A Kansai Electric spokesman denied that report, however. A Tohoku Electric spokesman said his company was planning to secure loans from financial institutions but that nothing had been decided.
Kansai Electric and Kyushu Electric scrapped plans to issue bonds in June, citing a jump in market volatility, shelving what would have been the first debt offerings by Japanese utilities since the quake.
Kansai Electric raised ¥200-billion via bond issues in the year that ended in March, while it was slated to redeem ¥170-billion of bonds in the current financial year.
“Utilities are likely to have to wait until September or October before they resume bond issues,” said Akihito Murata, credit analyst at Deutsche Securities.

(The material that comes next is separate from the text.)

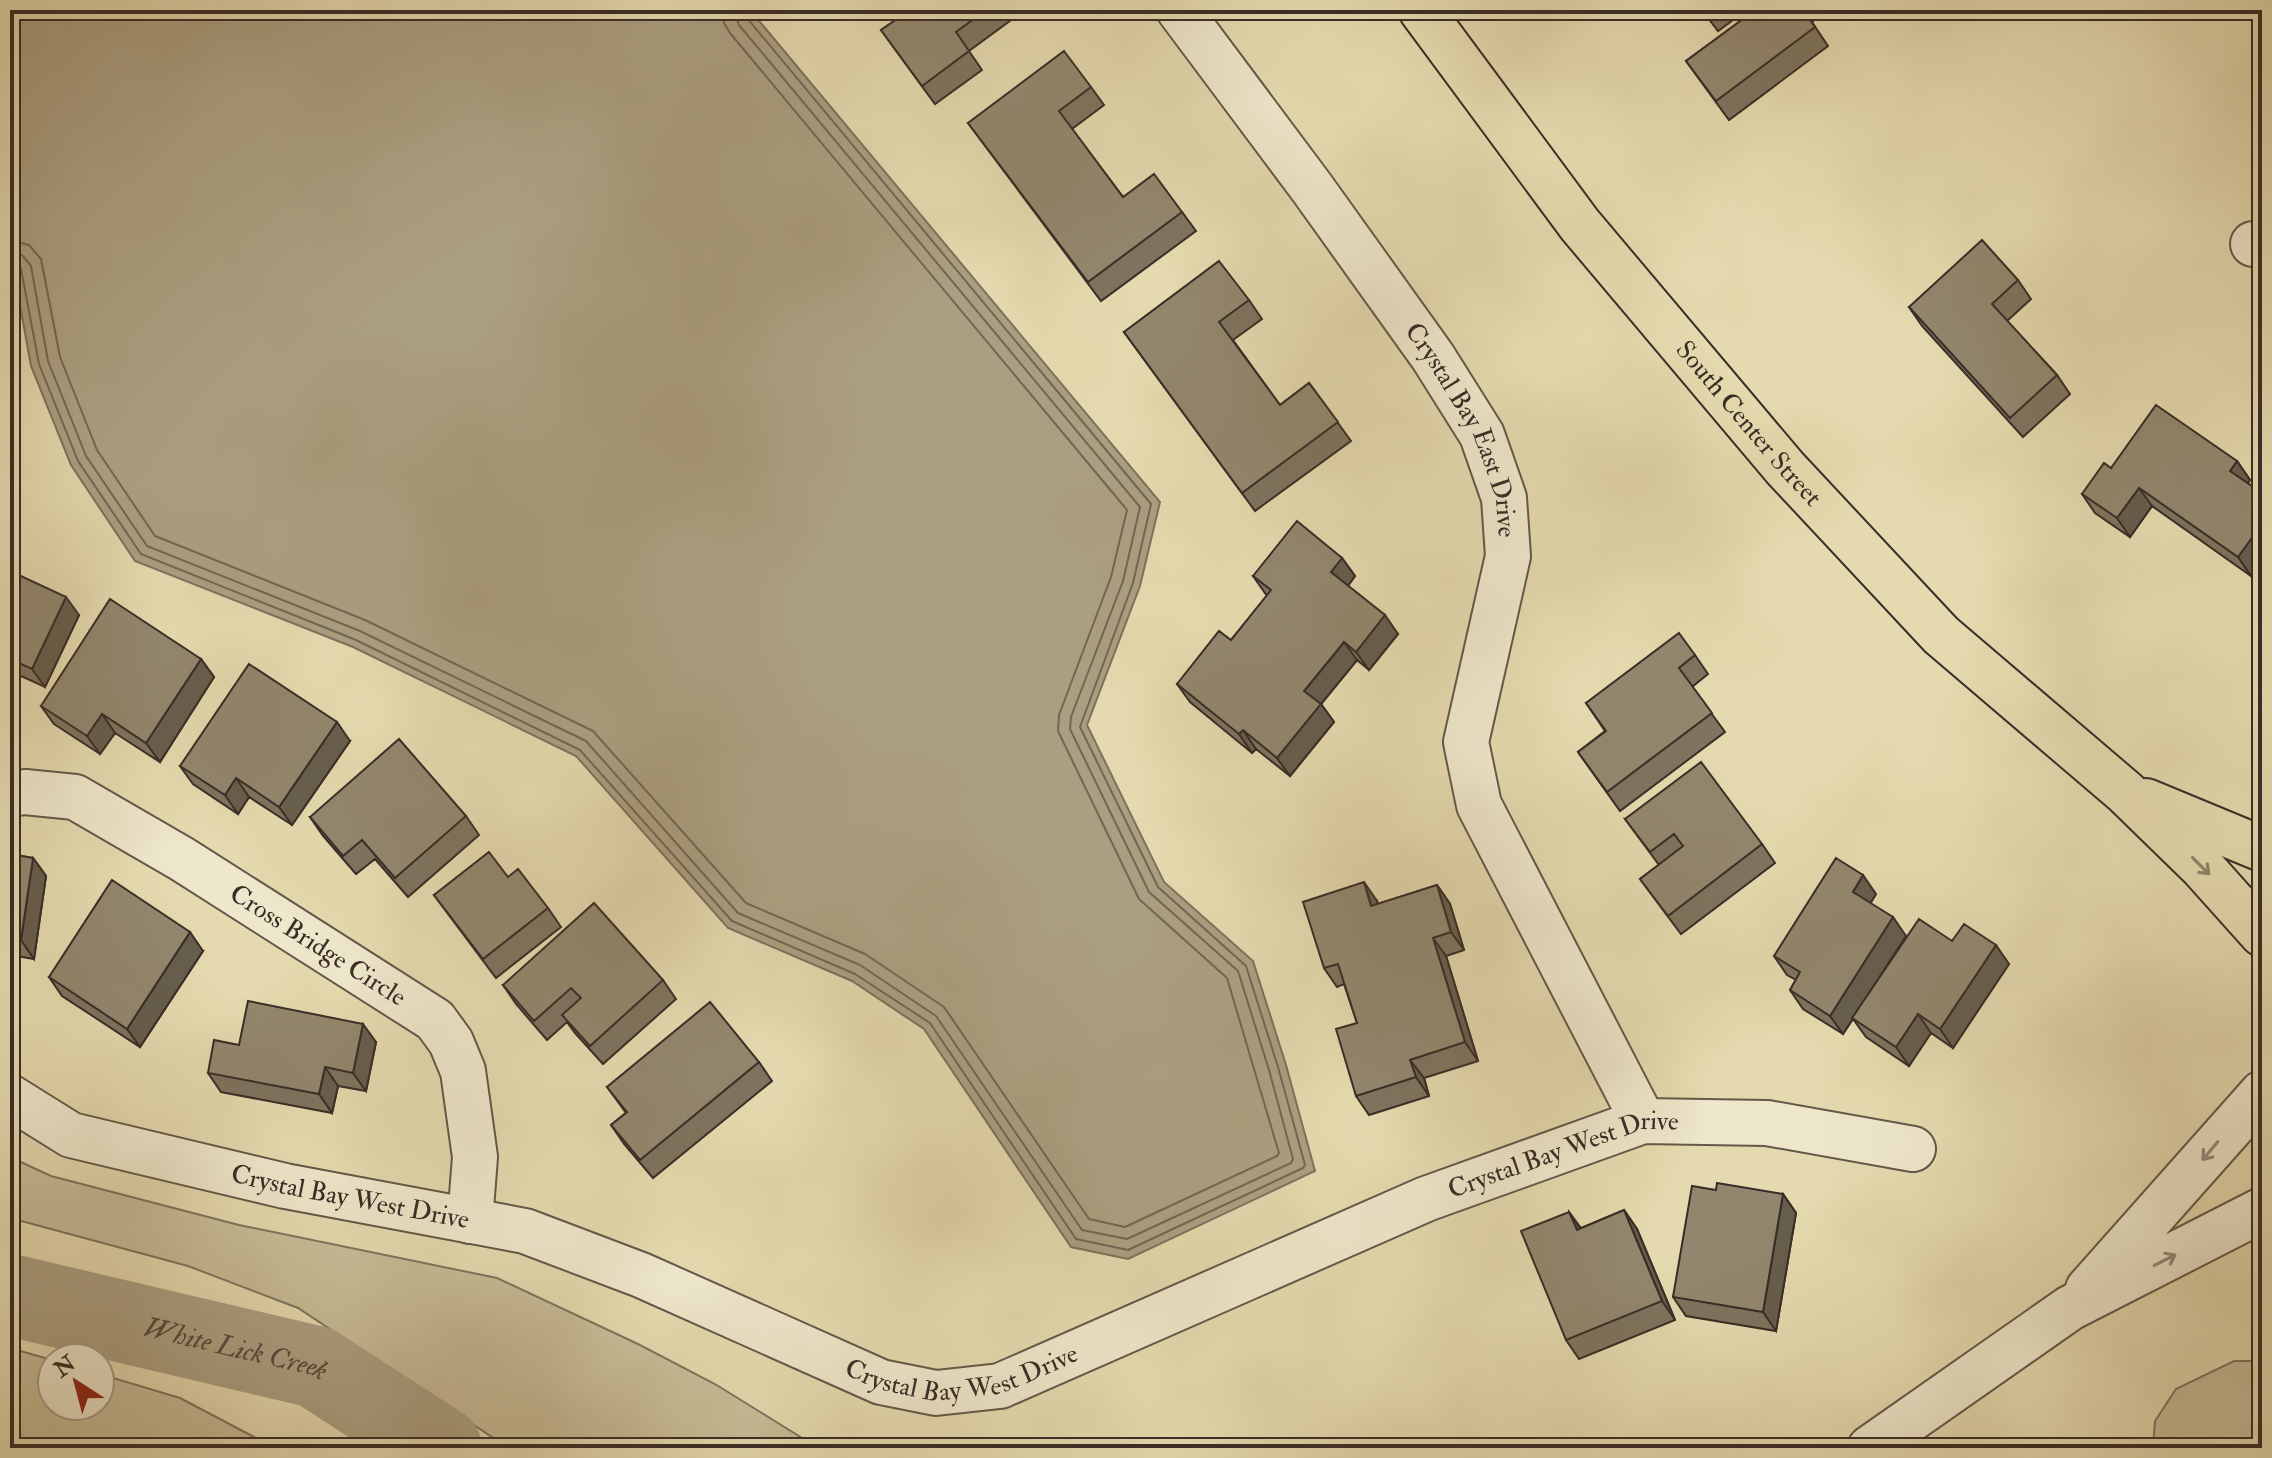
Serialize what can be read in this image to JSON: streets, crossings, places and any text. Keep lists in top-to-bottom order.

He said the market wants to see the results of parliamentary debate on a government scheme to help Tokyo Electric Power Co., the operator of the crippled facility in Fukushima, pay compensation.
Chubu Electric Power has said it has secured a total ¥350-billion in loans from DBJ and the country’s top three banks to finance extra fuel costs and planned bond redemptions.
Chubu, which covers Nagoya and its neighbouring areas, is increasing its reliance on fossil fuels after halting its Hamaoka nuclear plant in May following a government request that cited the high risk of a massive earthquake in the region.
Tokyo Electric received ¥2-trillion in emergency loans in late March from its creditor banks, including Sumitomo Mitsui Financial Group .
The firm was desperate for funds to finance its battle to bring under control the ongoing nuclear crisis and to make-up for power shortages by firing up thermal power generation plants.
Utilities now face the prospect of further delays in restarting off-line reactors following the government’s surprise announcement that it would conduct nuclear facility stress tests.